Wednesday, 23 June 2010

POLICE DECIDE WHO CAN GO ON RADIO

Swaziland police are to decide who can make announcements on state radio, SBIS.


It has told the broadcaster that it must stop allowing people to broadcast information about future meetings unless the police have given permission.


Jerome Dlamini, Deputy Director of the Swaziland Broadcasting and Information Services (SBIS), said this was to stop the radio station airing an announcement for a meeting that is prohibited. He said, ‘It’s the station’s policy not to make announcements without police permission.’


The police directive came to light when the Swaziland National Association of Teachers (SNAT) tried to get an announcement aired about a meeting this coming weekend.

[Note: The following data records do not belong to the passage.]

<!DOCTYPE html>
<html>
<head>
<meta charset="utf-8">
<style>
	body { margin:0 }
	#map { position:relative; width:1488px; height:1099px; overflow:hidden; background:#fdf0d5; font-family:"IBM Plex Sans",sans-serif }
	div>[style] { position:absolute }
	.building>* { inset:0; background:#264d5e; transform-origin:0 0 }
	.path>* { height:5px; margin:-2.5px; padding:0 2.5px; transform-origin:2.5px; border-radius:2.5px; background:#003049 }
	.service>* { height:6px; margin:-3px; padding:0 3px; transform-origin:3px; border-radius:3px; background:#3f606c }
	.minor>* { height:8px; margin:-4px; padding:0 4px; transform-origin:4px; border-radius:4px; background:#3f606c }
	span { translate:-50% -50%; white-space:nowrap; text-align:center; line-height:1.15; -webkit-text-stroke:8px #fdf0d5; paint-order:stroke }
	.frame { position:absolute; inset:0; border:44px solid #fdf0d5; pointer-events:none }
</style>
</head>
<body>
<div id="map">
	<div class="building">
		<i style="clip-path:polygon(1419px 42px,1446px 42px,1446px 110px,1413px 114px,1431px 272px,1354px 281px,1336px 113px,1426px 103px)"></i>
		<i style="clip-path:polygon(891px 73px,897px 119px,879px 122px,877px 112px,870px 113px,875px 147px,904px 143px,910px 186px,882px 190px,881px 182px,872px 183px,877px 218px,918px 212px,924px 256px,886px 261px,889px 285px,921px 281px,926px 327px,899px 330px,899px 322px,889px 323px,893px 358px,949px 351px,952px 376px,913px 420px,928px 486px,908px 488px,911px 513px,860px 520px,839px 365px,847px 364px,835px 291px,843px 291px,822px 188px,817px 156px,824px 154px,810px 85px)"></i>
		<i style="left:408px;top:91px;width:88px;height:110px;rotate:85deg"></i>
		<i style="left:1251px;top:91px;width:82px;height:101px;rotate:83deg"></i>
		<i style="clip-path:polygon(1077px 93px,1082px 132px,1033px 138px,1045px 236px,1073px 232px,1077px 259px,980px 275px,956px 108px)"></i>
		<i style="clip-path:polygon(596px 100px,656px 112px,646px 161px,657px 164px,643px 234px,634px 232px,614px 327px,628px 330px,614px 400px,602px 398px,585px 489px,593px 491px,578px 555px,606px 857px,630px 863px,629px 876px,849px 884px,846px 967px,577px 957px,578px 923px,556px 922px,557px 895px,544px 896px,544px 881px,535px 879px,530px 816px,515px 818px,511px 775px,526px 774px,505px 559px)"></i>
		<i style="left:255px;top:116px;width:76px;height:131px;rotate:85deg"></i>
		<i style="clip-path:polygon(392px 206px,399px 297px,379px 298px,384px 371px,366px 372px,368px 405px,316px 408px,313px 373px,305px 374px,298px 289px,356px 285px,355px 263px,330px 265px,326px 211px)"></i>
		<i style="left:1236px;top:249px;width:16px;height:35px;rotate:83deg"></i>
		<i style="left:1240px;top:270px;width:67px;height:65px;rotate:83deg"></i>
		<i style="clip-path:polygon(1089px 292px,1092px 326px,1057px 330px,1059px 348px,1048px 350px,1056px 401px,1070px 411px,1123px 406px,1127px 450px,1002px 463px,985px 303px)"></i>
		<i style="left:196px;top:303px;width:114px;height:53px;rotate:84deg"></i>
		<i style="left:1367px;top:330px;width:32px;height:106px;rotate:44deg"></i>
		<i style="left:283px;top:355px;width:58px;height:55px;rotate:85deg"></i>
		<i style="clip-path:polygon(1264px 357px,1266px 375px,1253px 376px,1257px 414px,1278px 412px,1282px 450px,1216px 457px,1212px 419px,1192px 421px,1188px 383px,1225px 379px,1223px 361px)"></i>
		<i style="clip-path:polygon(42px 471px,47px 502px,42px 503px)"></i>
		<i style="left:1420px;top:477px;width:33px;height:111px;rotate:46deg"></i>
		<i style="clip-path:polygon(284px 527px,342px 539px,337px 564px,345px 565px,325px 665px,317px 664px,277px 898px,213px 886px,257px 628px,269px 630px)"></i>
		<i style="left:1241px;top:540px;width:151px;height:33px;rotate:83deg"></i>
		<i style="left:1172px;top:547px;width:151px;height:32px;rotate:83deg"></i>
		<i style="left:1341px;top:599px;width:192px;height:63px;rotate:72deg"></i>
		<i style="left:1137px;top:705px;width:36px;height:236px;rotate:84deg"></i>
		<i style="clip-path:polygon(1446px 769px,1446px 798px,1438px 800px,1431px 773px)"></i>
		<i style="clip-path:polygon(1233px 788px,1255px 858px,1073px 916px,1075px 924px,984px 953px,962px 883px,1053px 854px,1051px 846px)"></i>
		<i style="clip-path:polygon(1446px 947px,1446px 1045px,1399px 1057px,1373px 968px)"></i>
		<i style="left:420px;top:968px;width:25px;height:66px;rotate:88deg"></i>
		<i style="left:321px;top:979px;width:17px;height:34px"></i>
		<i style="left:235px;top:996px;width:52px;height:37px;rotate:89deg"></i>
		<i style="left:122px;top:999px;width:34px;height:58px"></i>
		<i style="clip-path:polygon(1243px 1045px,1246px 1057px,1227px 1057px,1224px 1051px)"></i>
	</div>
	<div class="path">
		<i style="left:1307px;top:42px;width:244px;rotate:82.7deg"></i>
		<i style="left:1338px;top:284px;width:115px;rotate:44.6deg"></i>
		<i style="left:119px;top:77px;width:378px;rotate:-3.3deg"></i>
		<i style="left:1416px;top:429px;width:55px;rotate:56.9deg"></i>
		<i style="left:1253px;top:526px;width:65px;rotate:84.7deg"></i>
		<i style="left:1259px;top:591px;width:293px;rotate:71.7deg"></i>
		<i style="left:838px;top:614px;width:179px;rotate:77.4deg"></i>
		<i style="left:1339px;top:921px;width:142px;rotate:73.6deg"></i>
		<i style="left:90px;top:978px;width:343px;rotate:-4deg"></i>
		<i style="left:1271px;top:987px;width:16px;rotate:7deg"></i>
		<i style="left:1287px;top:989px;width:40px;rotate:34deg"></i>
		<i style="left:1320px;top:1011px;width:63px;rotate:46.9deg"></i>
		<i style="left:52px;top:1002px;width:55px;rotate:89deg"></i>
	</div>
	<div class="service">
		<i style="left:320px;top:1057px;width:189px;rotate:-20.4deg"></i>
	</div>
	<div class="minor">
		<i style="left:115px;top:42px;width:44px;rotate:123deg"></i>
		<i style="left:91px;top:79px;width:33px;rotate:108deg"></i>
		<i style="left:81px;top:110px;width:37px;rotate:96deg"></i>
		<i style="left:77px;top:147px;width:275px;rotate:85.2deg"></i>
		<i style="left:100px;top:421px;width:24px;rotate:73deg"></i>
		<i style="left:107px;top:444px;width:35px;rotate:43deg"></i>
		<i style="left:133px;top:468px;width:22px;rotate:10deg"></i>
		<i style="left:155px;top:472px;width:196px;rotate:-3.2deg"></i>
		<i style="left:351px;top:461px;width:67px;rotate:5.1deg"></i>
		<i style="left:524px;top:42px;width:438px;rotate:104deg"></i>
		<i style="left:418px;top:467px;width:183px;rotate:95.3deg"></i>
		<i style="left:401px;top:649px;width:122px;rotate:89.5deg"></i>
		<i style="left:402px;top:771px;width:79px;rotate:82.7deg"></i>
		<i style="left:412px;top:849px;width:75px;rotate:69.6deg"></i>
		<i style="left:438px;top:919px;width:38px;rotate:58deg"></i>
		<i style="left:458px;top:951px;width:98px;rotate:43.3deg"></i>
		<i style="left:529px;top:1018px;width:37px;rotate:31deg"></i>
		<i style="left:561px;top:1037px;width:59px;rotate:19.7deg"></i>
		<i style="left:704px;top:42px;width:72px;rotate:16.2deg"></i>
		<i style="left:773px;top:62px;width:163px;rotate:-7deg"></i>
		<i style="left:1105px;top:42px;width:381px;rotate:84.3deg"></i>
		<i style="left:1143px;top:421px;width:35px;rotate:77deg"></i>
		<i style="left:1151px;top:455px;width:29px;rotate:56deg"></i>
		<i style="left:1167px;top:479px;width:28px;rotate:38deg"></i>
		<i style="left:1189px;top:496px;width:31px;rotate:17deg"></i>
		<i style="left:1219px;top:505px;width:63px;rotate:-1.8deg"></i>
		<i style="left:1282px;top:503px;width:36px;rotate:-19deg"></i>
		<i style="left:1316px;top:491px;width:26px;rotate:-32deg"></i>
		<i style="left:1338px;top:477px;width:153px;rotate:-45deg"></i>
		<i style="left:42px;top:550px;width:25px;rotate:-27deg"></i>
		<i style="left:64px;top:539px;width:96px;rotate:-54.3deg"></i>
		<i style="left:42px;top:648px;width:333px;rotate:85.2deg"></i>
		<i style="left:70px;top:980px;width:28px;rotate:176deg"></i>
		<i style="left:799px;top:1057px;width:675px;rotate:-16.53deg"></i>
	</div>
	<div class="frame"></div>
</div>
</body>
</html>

There is a major crackdown on pro-democracy activists in Swaziland at present. Police are raiding homes under the pretence that they are searching for bombs or bomb-making equipment. Many activists are being harassed and hauled into police stations across the kingdom ruled by King Mswati III, sub-Saharan Africa’s last absolute monarch.


Police have already taken it upon themselves to decide which meeting may go ahead and which may not – sometimes even when the courts have sanctioned the meetings.


Barnabas Dlamini, Swaziland’s illegally-appointed Prime minister announced recently that his government was in control of content on SBIS and the government decided what could and could not be aired.